**TASK ITEM:**
Please print the full listing below exactly, but not the pictures in it.

**PROVIDED MATERIAL:**

------

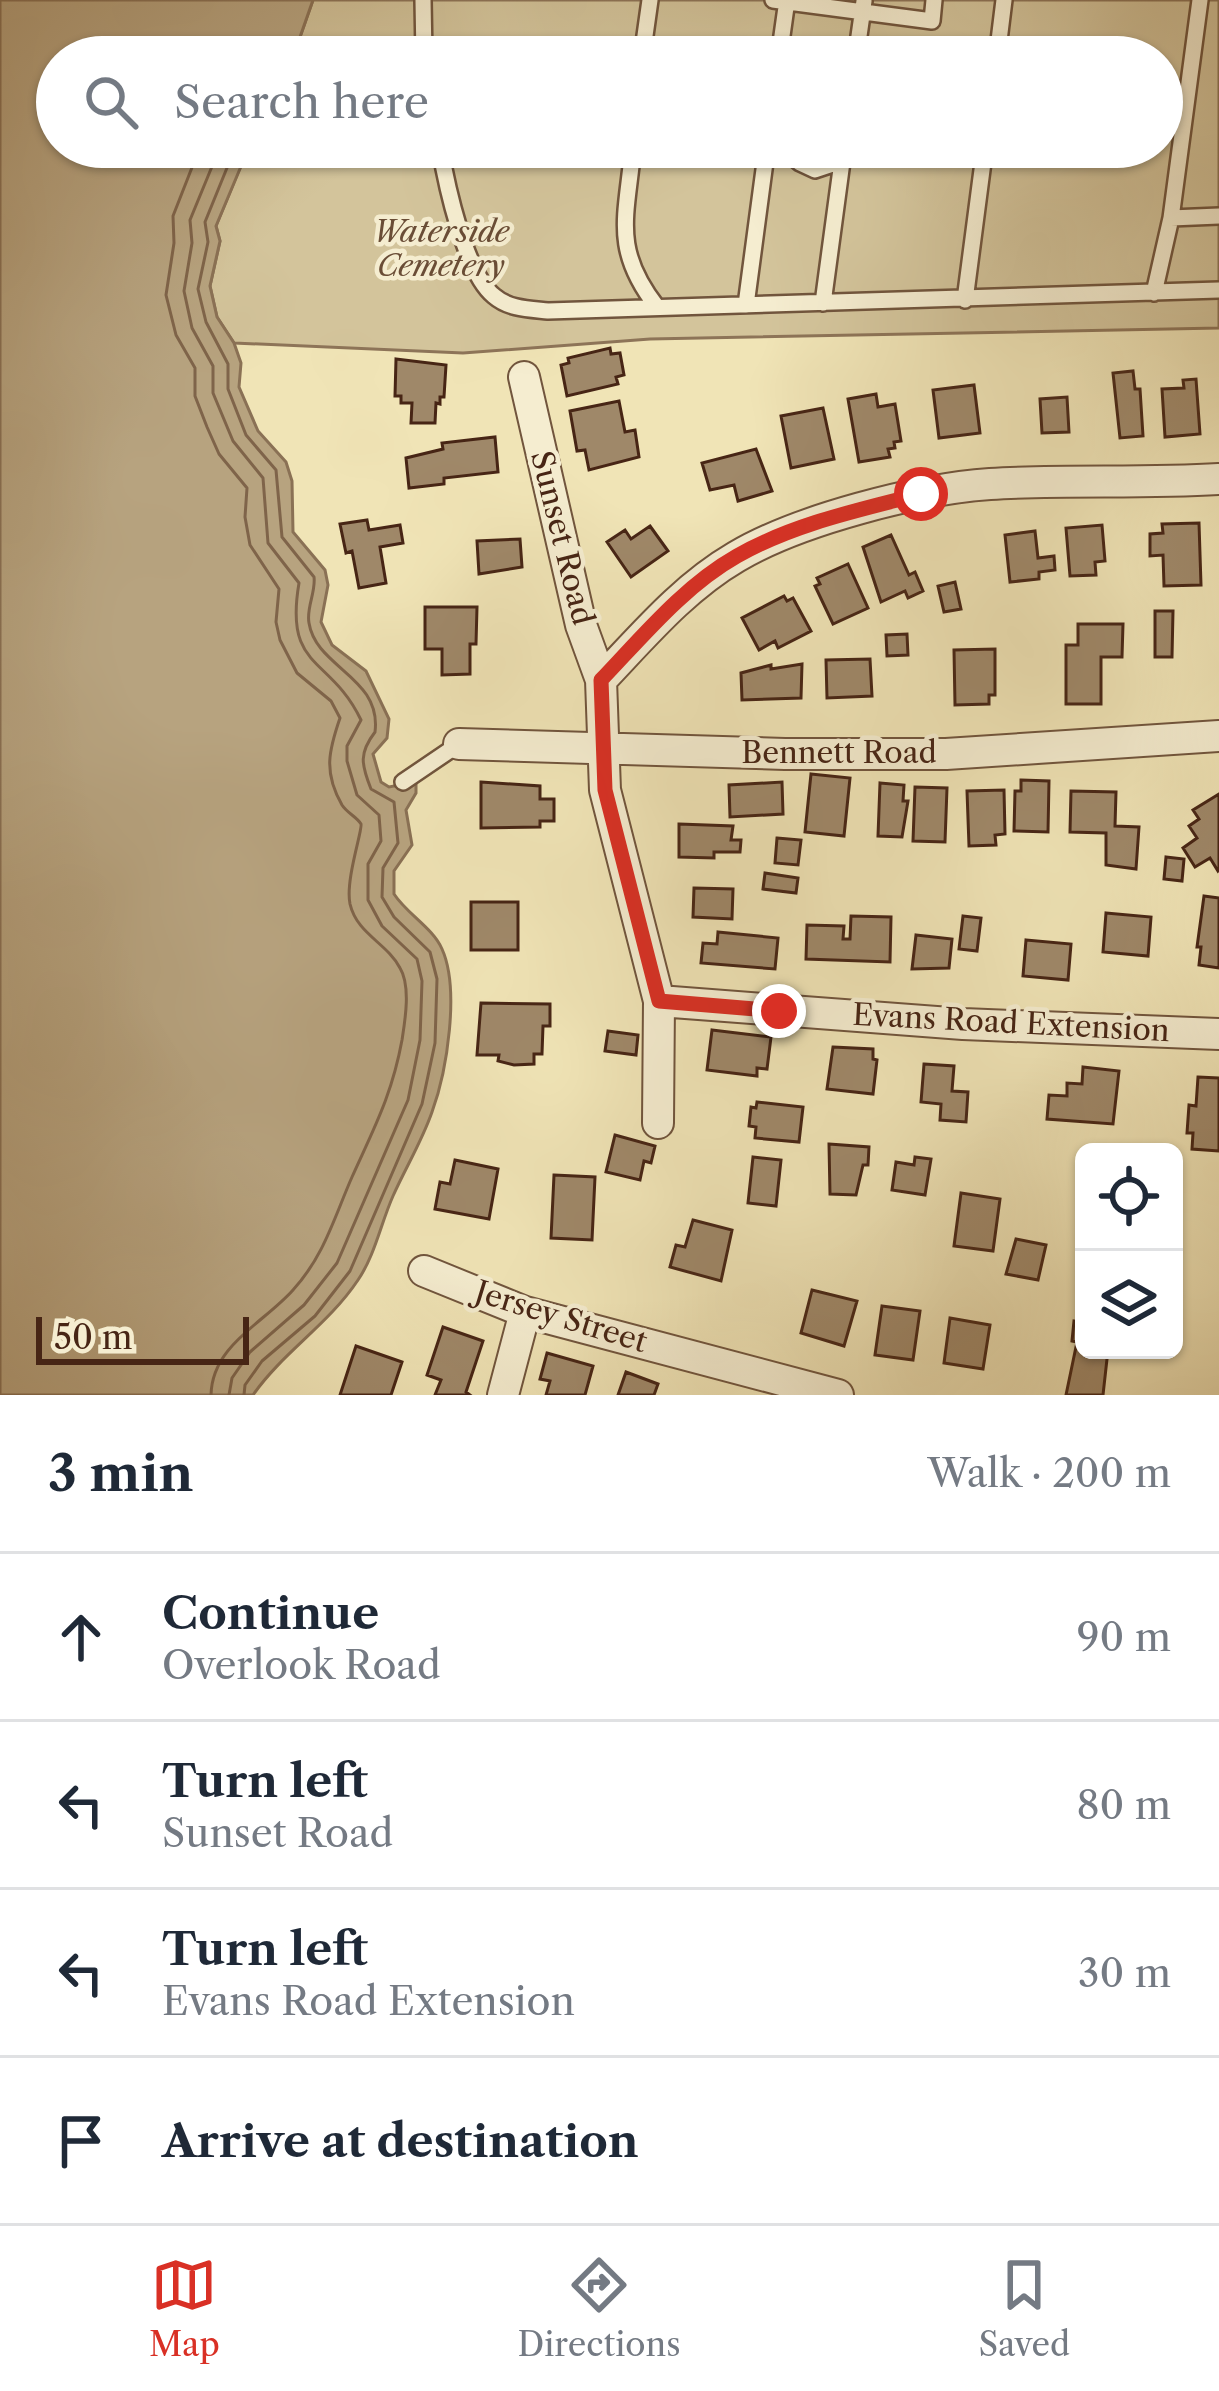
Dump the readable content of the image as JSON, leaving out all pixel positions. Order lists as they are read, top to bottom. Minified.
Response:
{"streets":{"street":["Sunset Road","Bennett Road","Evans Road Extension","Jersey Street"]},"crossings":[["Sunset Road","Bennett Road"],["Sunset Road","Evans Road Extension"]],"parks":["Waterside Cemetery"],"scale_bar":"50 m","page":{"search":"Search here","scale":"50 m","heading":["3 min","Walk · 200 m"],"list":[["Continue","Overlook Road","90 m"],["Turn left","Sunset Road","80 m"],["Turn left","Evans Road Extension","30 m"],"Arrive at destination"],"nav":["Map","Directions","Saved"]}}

------

**COMPLETED EXERCISE:**
Dump the readable content of the image as JSON, leaving out all pixel positions. Order lists as they are read, top to bottom. Minified.
Response:
{"streets":{"street":["Sunset Road","Bennett Road","Evans Road Extension","Jersey Street"]},"crossings":[["Sunset Road","Bennett Road"],["Sunset Road","Evans Road Extension"]],"parks":["Waterside Cemetery"],"scale_bar":"50 m","page":{"search":"Search here","scale":"50 m","heading":["3 min","Walk · 200 m"],"list":[["Continue","Overlook Road","90 m"],["Turn left","Sunset Road","80 m"],["Turn left","Evans Road Extension","30 m"],"Arrive at destination"],"nav":["Map","Directions","Saved"]}}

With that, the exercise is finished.